• _What to produce_:
Go to the line below that has "Serialize what can", print it and each line after it exactly, and stop after the line that has "I am building"; leave out pictures.
BEGIN Extracted entries
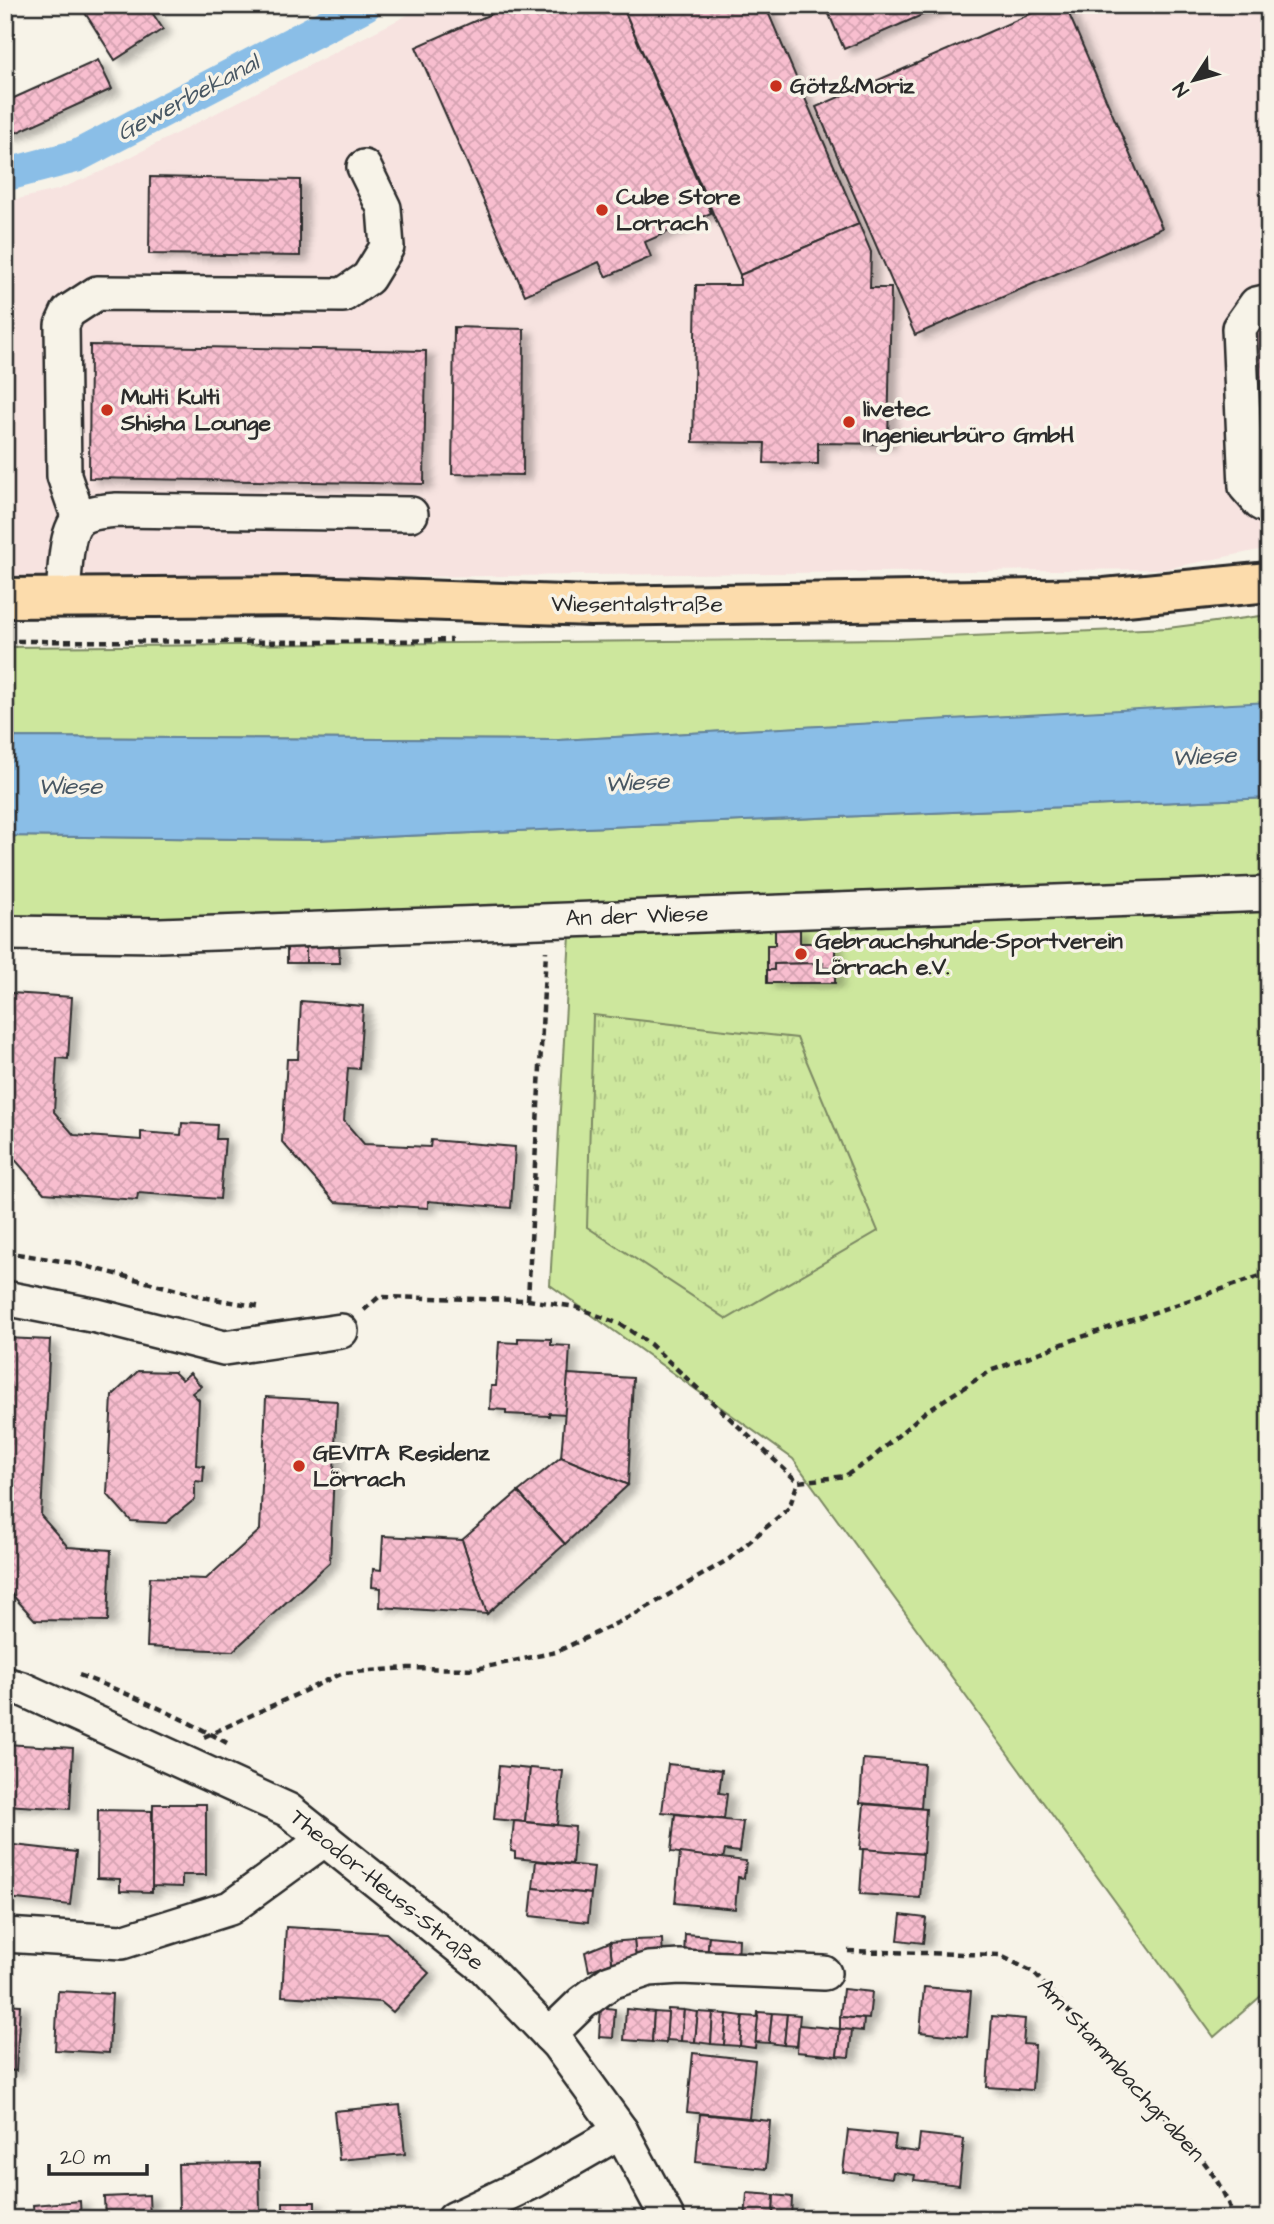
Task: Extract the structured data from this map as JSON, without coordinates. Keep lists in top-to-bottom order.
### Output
END Extracted entries
BEGIN Extracted entries
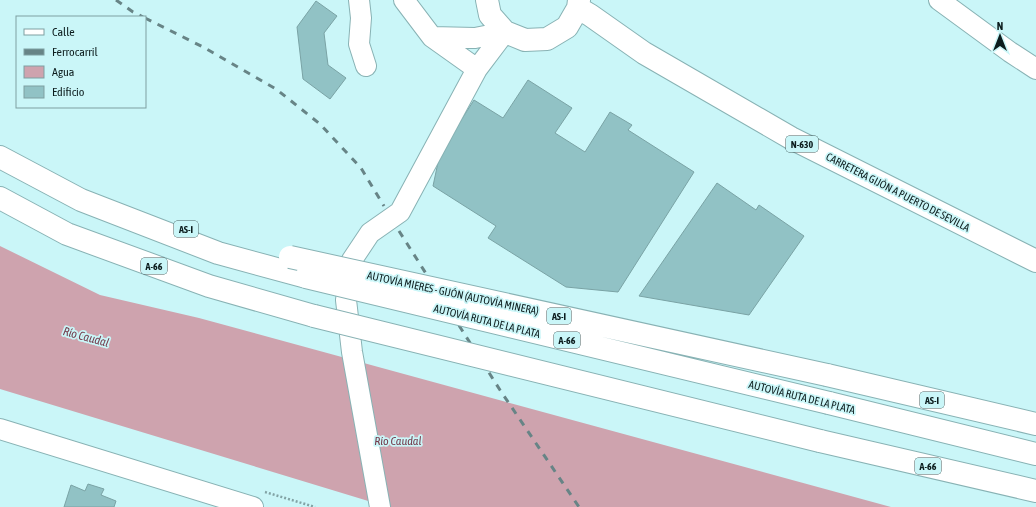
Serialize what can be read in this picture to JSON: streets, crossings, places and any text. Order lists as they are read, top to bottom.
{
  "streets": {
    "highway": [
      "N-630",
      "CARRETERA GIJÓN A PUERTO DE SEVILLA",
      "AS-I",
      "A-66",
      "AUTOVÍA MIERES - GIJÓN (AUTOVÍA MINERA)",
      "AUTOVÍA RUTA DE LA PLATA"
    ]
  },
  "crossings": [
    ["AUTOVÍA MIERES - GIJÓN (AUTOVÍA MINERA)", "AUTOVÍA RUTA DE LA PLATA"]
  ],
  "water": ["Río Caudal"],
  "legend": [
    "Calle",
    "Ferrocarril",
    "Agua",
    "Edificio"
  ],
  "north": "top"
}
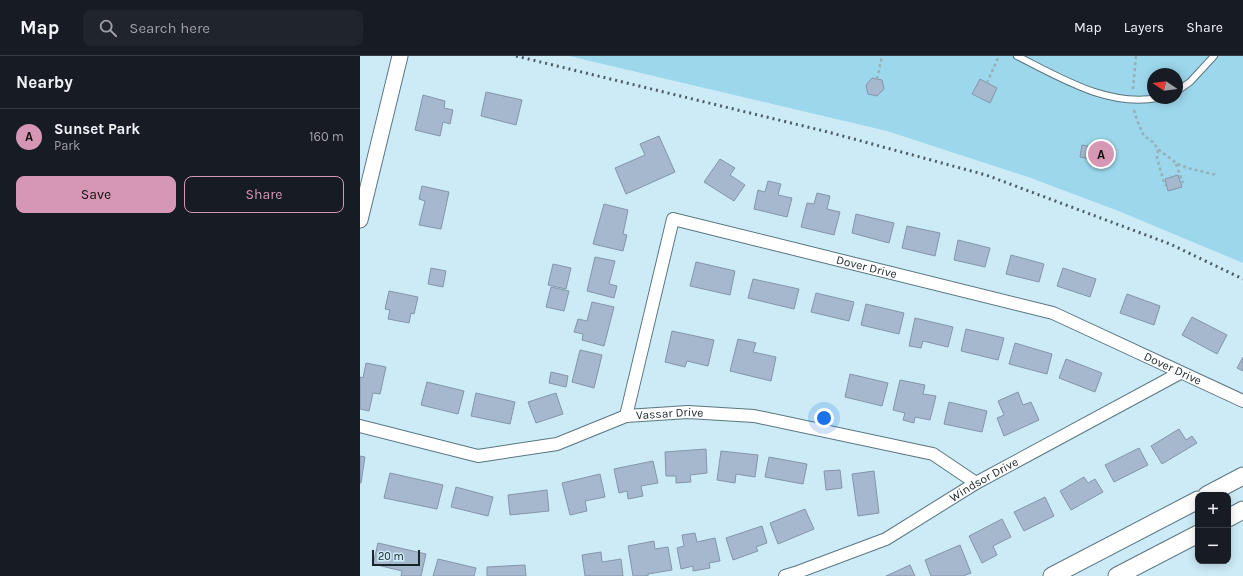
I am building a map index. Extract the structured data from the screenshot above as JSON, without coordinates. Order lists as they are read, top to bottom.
END Extracted entries
• _Exercise response_:
Serialize what can be read in this picture to JSON: streets, crossings, places and any text. Order lists as they are read, top to bottom.
{
  "streets": {
    "highway": [
      "N-630",
      "CARRETERA GIJÓN A PUERTO DE SEVILLA",
      "AS-I",
      "A-66",
      "AUTOVÍA MIERES - GIJÓN (AUTOVÍA MINERA)",
      "AUTOVÍA RUTA DE LA PLATA"
    ]
  },
  "crossings": [
    ["AUTOVÍA MIERES - GIJÓN (AUTOVÍA MINERA)", "AUTOVÍA RUTA DE LA PLATA"]
  ],
  "water": ["Río Caudal"],
  "legend": [
    "Calle",
    "Ferrocarril",
    "Agua",
    "Edificio"
  ],
  "north": "top"
}
I am building a map index. Extract the structured data from the screenshot above as JSON, without coordinates. Order lists as they are read, top to bottom.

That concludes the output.